El poblado de Hitsu Taekeru

 

Ieshige y Kusari llegaron al poblado Grulla un poco menos de tres días después. Durante todo el viaje no se hablaron, y los dos yojimbos que les acompañaron no intentaron romper el silencio. De eso, Ieshige se sintió agradecido. No había tenido sueños, por primera vez en varios meses, y se sentía descansado. El viaje fue vigorizante, pero podía sentir que los espectros que le asolaban estaban escondidos, esperando el momento de regresar. Cuando lo hiciesen, no sabía lo que iba a hacer.

            Hitsu Taekeru era una pequeña ciudad. Tenía un aire que le molestó a Ieshige al entrar, y pudo sentir la misma reacción en los otros. Las casas no estaban construidas al azar, lo habitual en la mayoría de los pueblos y pequeñas ciudades, si no estrictamente alineadas en filas claramente diferenciadas. El Crisantemo de Acero había creado este lugar como un arma contra el Imperio, y conservaba la fría eficiencia de ese loco. Había bushi León estacionados regularmente por todo el perímetro, y estos rápidamente les dirigieron hacia el improvisado centro de mando, que estaba cerca del centro del pueblo.

            Los cuatro recién llegados desmontaron cerca de un gran edificio que aparentemente servía como centro de reunión, o quizás como la oficina de un magistrado. Un gunso León estaba en el patio, mirando lo que parecía ser un mapa de la ciudad. Ieshige pudo ver como el hombre se armaba de valor al ver como se acercaban. “Identifícate,” ordenó Ieshige.

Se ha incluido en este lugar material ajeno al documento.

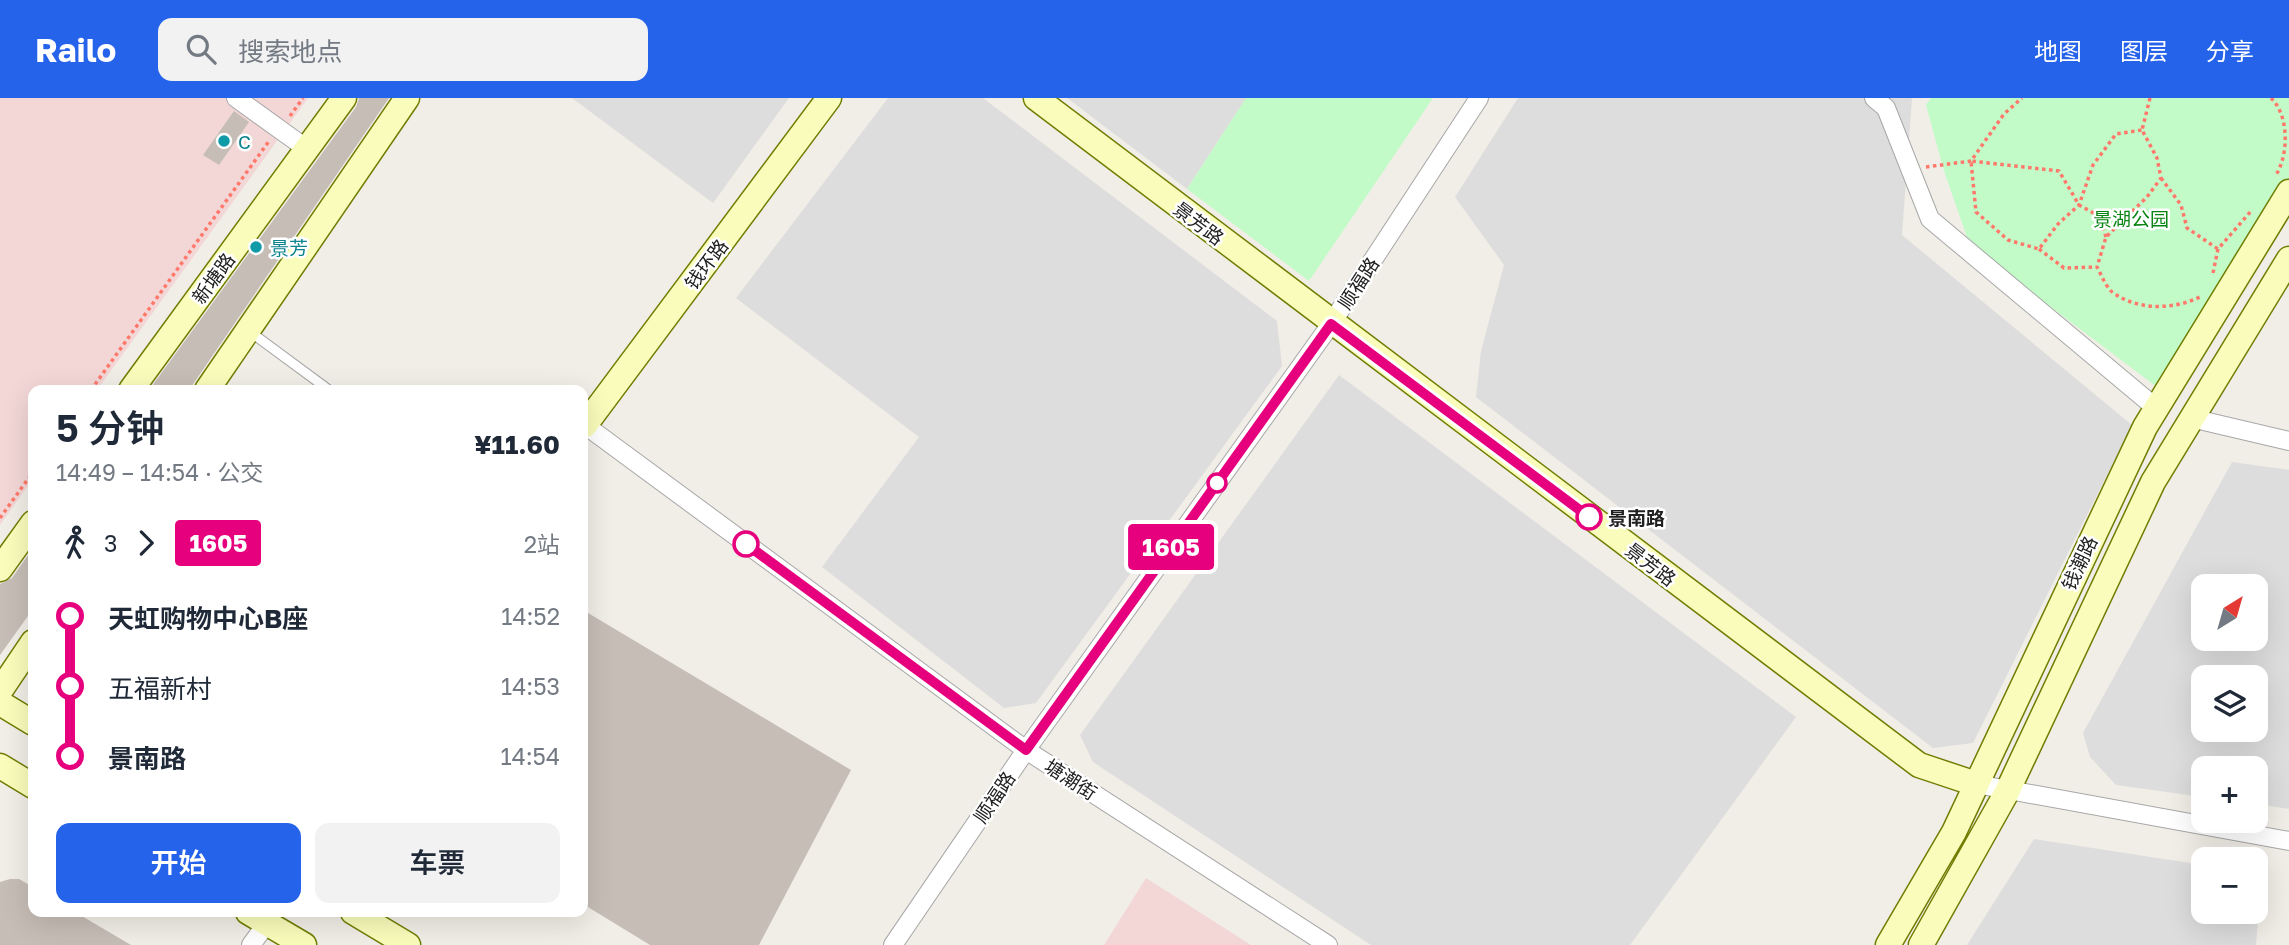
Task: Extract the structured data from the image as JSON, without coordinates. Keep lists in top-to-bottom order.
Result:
{
  "streets": {
    "main road": [
      "景芳路",
      "钱环路",
      "新塘路",
      "钱潮路"
    ],
    "street": ["顺福路", "塘潮街"]
  },
  "crossings": [
    ["景芳路", "顺福路"],
    ["景芳路", "钱潮路"],
    ["顺福路", "塘潮街"]
  ],
  "parks": ["景湖公园"],
  "places": ["C", "景芳", "景南路"],
  "lines": ["bus line 1605"],
  "north": "top right",
  "page": {
    "header": "Railo",
    "search": "搜索地点",
    "nav": ["地图", "图层", "分享"],
    "on_map": "1605",
    "heading": ["5 分钟", "14:49 – 14:54 · 公交", "¥11.60"],
    "legs": ["3", "1605", "2站"],
    "map_buttons": ["+", "−"],
    "list": [
      {
        "name": "天虹购物中心B座",
        "value": "14:52"
      },
      {
        "name": "五福新村",
        "value": "14:53"
      },
      {
        "name": "景南路",
        "value": "14:54"
      }
    ],
    "buttons": ["开始", "车票"]
  }
}
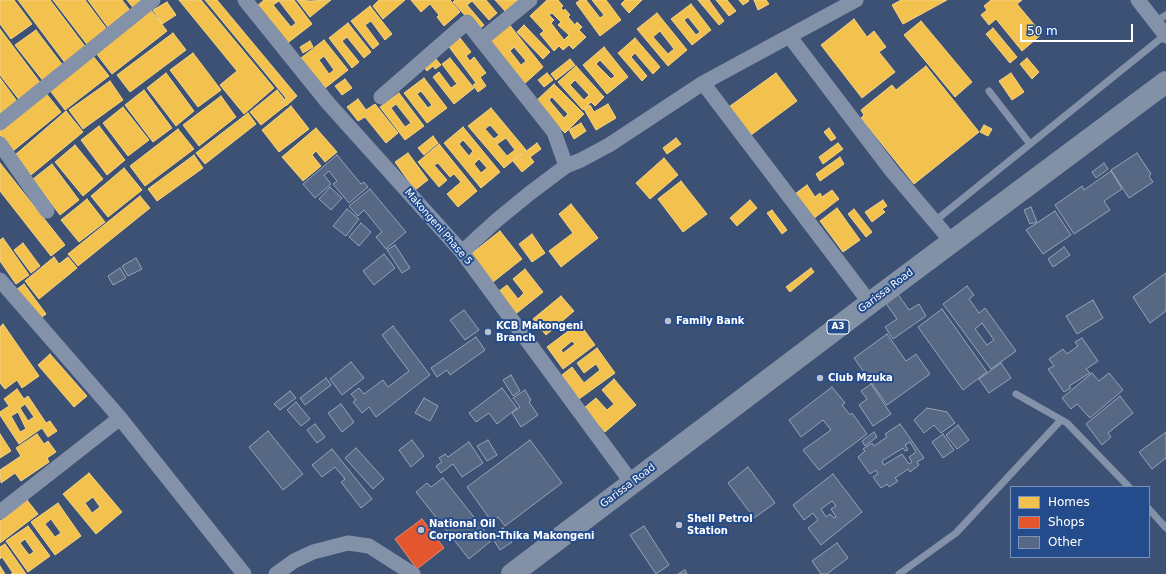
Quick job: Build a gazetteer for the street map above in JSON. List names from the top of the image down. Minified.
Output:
{"streets":{"highway":["Garissa Road","A3"],"street":["Makongeni Phase 5"]},"crossings":[["Makongeni Phase 5","Garissa Road"]],"places":["Family Bank","KCB Makongeni Branch","Club Mzuka","Shell Petrol Station","National Oil Corporation-Thika Makongeni"],"legend":["Homes","Shops","Other"],"scale_bar":"50 m"}
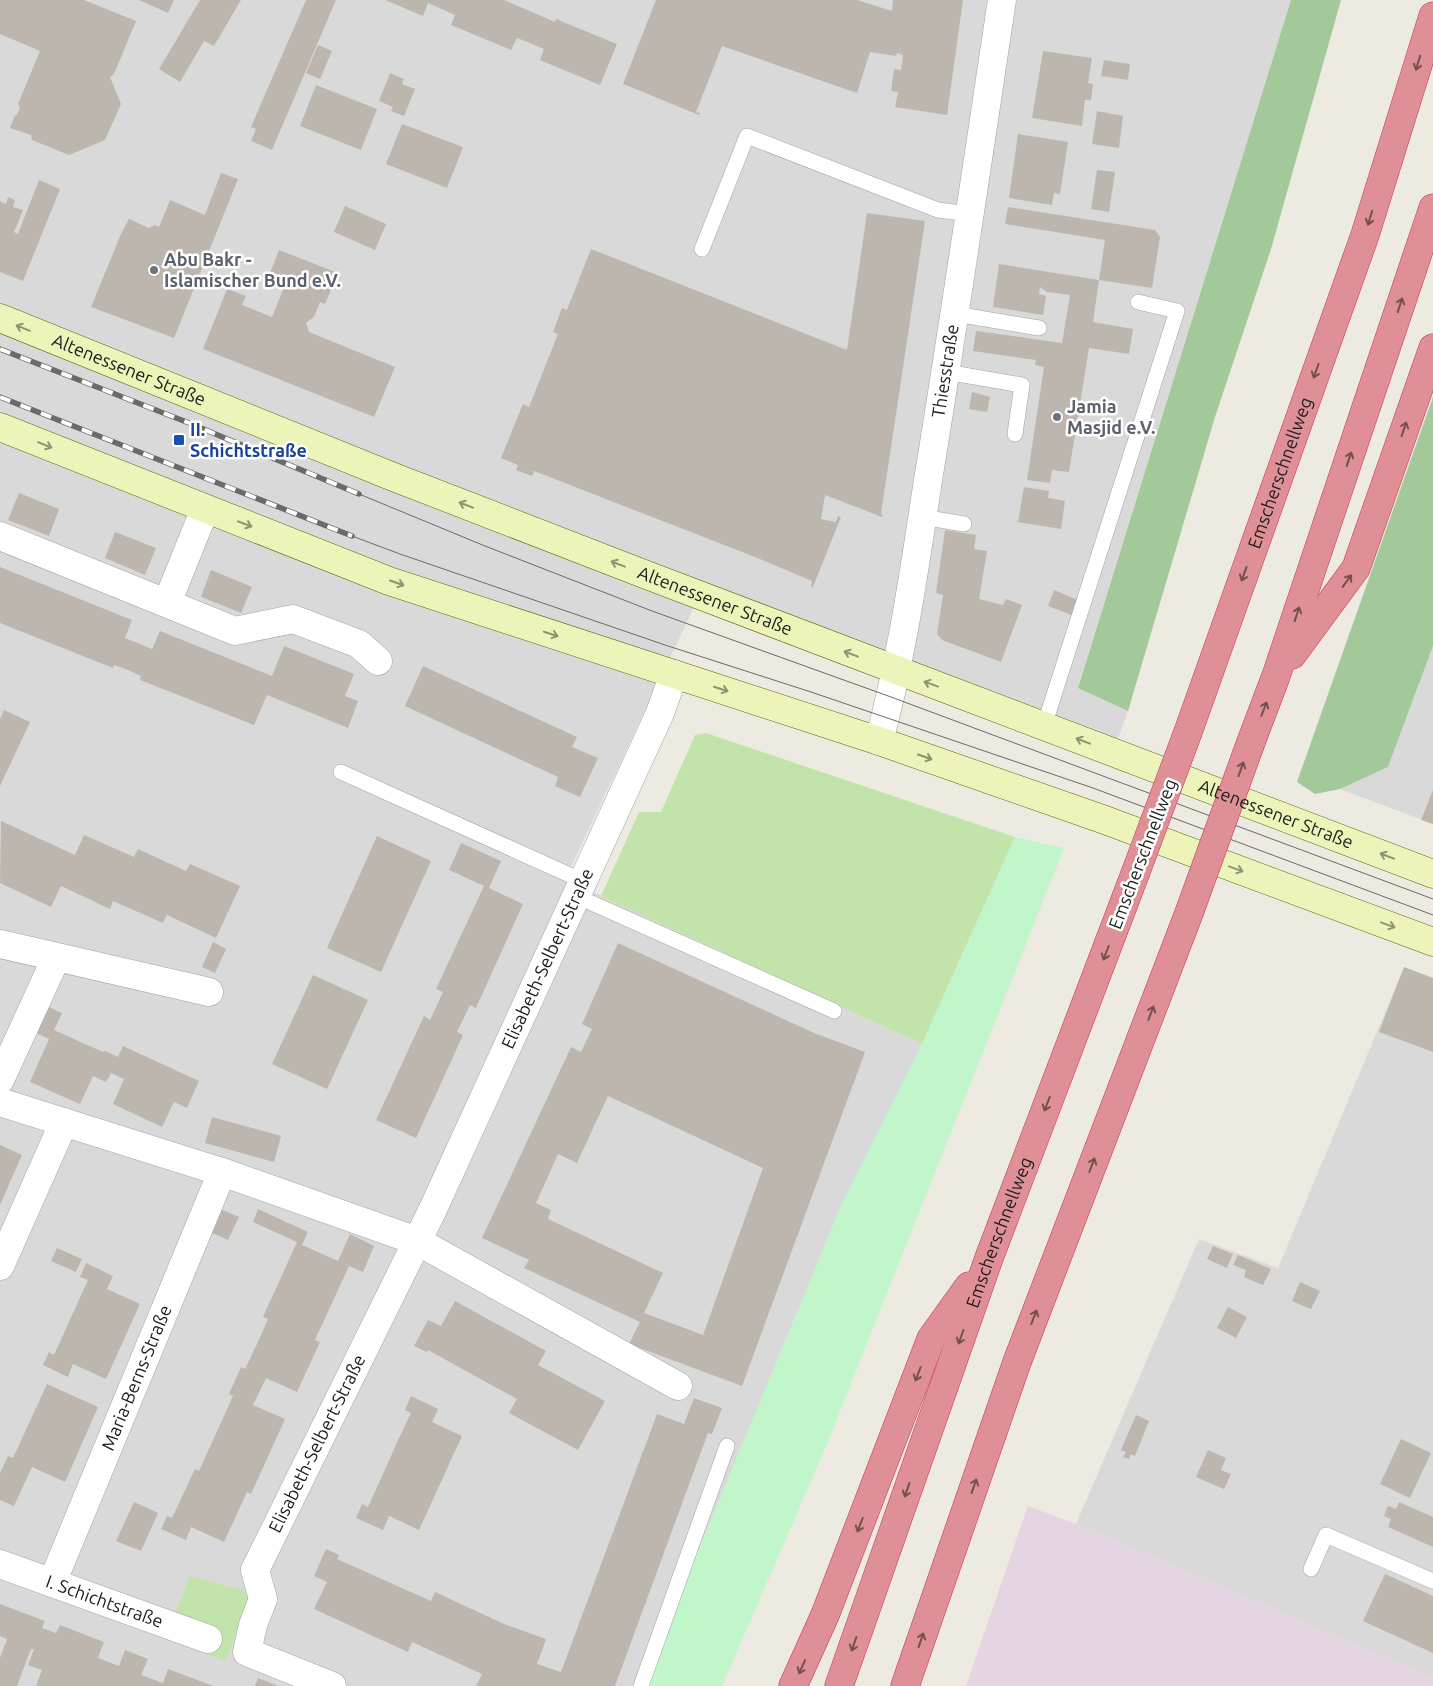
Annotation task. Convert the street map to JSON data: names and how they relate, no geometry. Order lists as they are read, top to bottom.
{
  "streets": {
    "highway": ["Emscherschnellweg"],
    "main road": ["Altenessener Straße"],
    "street": [
      "Thiesstraße",
      "Elisabeth-Selbert-Straße",
      "Maria-Berns-Straße",
      "I. Schichtstraße"
    ]
  },
  "crossings": [
    ["Altenessener Straße", "Thiesstraße"],
    ["Maria-Berns-Straße", "I. Schichtstraße"]
  ],
  "places": {
    "other": ["Abu Bakr - Islamischer Bund e.V.", "Jamia Masjid e.V."],
    "transit": ["II. Schichtstraße"]
  }
}
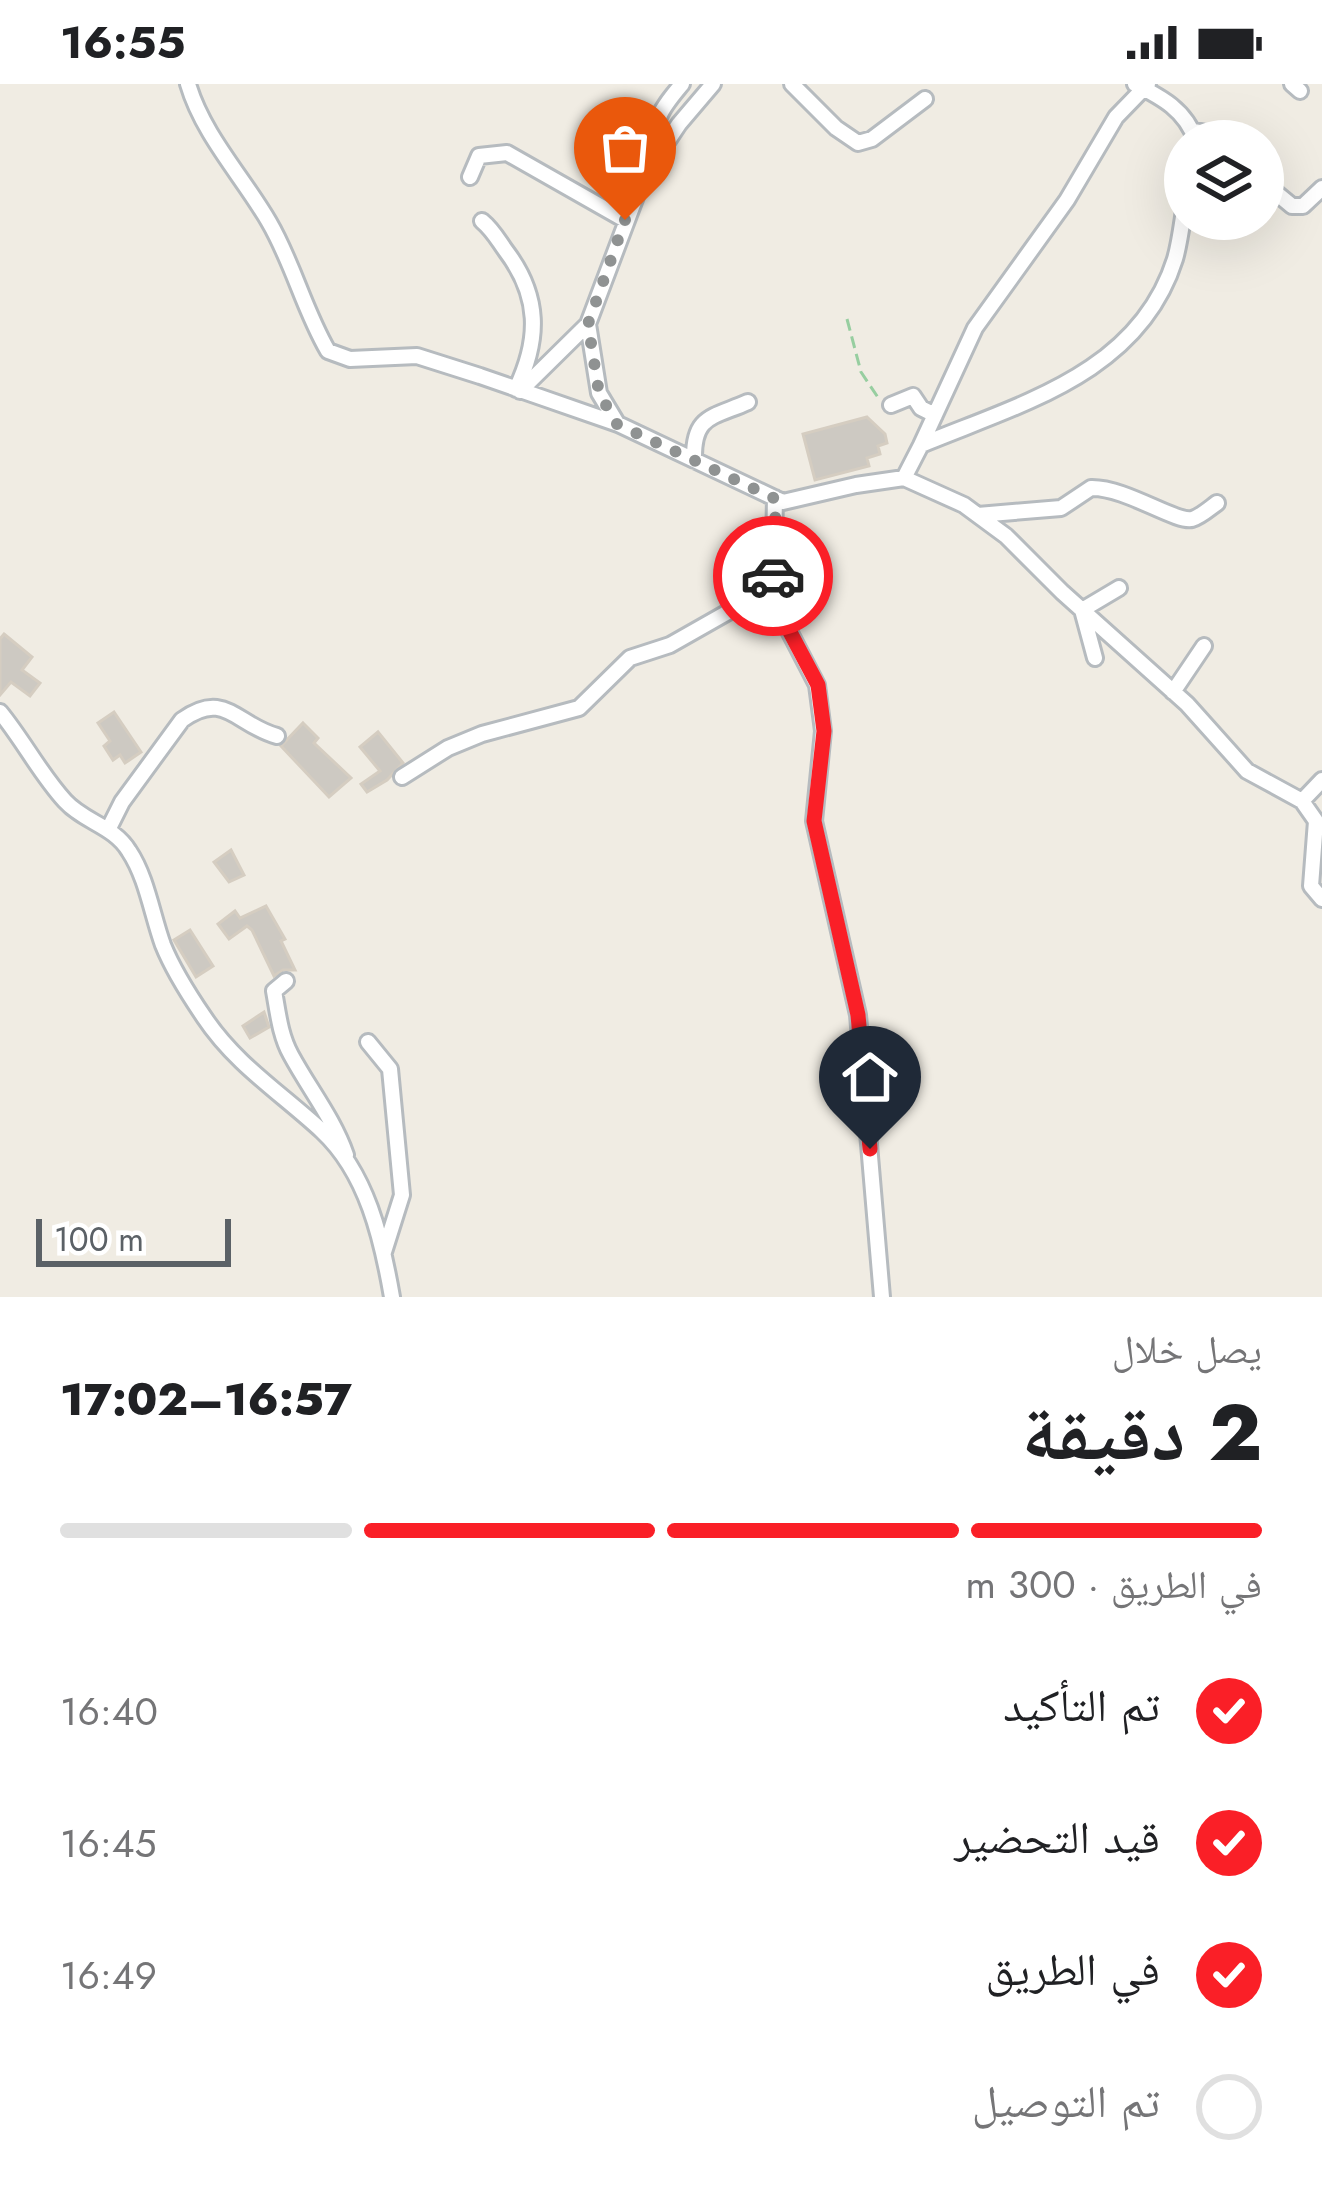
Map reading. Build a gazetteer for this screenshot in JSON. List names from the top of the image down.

            “Soy Akodo Sadahige,” el hombre se inclinó. “Gunso en la tercera Legión Akodo, destinado a la séptima fortaleza fronteriza.”

            Sadahige,” dijo Ieshige. “Una vez serviste bajo el Shogun, ¿verdad?”

            “Así es, Ieshige-sama,” dijo con orgullo.

            Inclinó la cabeza con curiosidad. “¿Me conoces?”

            “Todos los Akodo conocen vuestro valor, Gobernador.”

            “¿Dónde está Akodo Tekkan?” Preguntó.

            Sadahige frunció el ceño, incómodo. “Hace tres días, Tekkan murió mientras dormía,” contestó. “Ha habido un extraño brote de asesinatos en la ciudad, y él fue una de las víctimas. Aún estamos investigando el asunto.”

            A Ieshige le preocupó la noticia, pero también se dio cuenta de que esto probablemente le hacía más fácil su deber. Los soldados de Tekkan habrían seguido las órdenes de su jefe incluso tras su muerte, pero ahora que había llegado un oficial de rango superior, resolver este asunto sin la interferencia de Tekkan sería más sencillo.

            Kusari saltó de su caballo. “Juniko,” dijo. “Busco a Kitsu Juniko

            Sadahige miró hacia el suelo. “Kitsu Juniko estuvo aquí,” dijo. “Vino a la ciudad hace una semana, aunque no supimos quien era hasta hace tres días.”

            “¿Dónde está?” Exigió Kusari. Tenía entrecortada la voz.

            La boca de Sadahige era una fina línea blanca. “Fue otra víctima del asesino que asola estas calles,” dijo Sadahige. “Lo siento. He hecho que preparasen sus cenizas para que volviesen al templo de su padre.”

            “Llévame hasta ellas.” La voz de Kusari era un ronco susurro.

            Sadahige miró a Ieshige, quién asintió casi imperceptiblemente. Sadahige hizo un gesto a uno de sus hombres, quien se adelantó e hizo una profunda reverencia ante Kusari. El joven siguió al soldado, adentrándose en el edificio.

            Ieshige desmontó. “Dime que está pasando aquí, gunso.”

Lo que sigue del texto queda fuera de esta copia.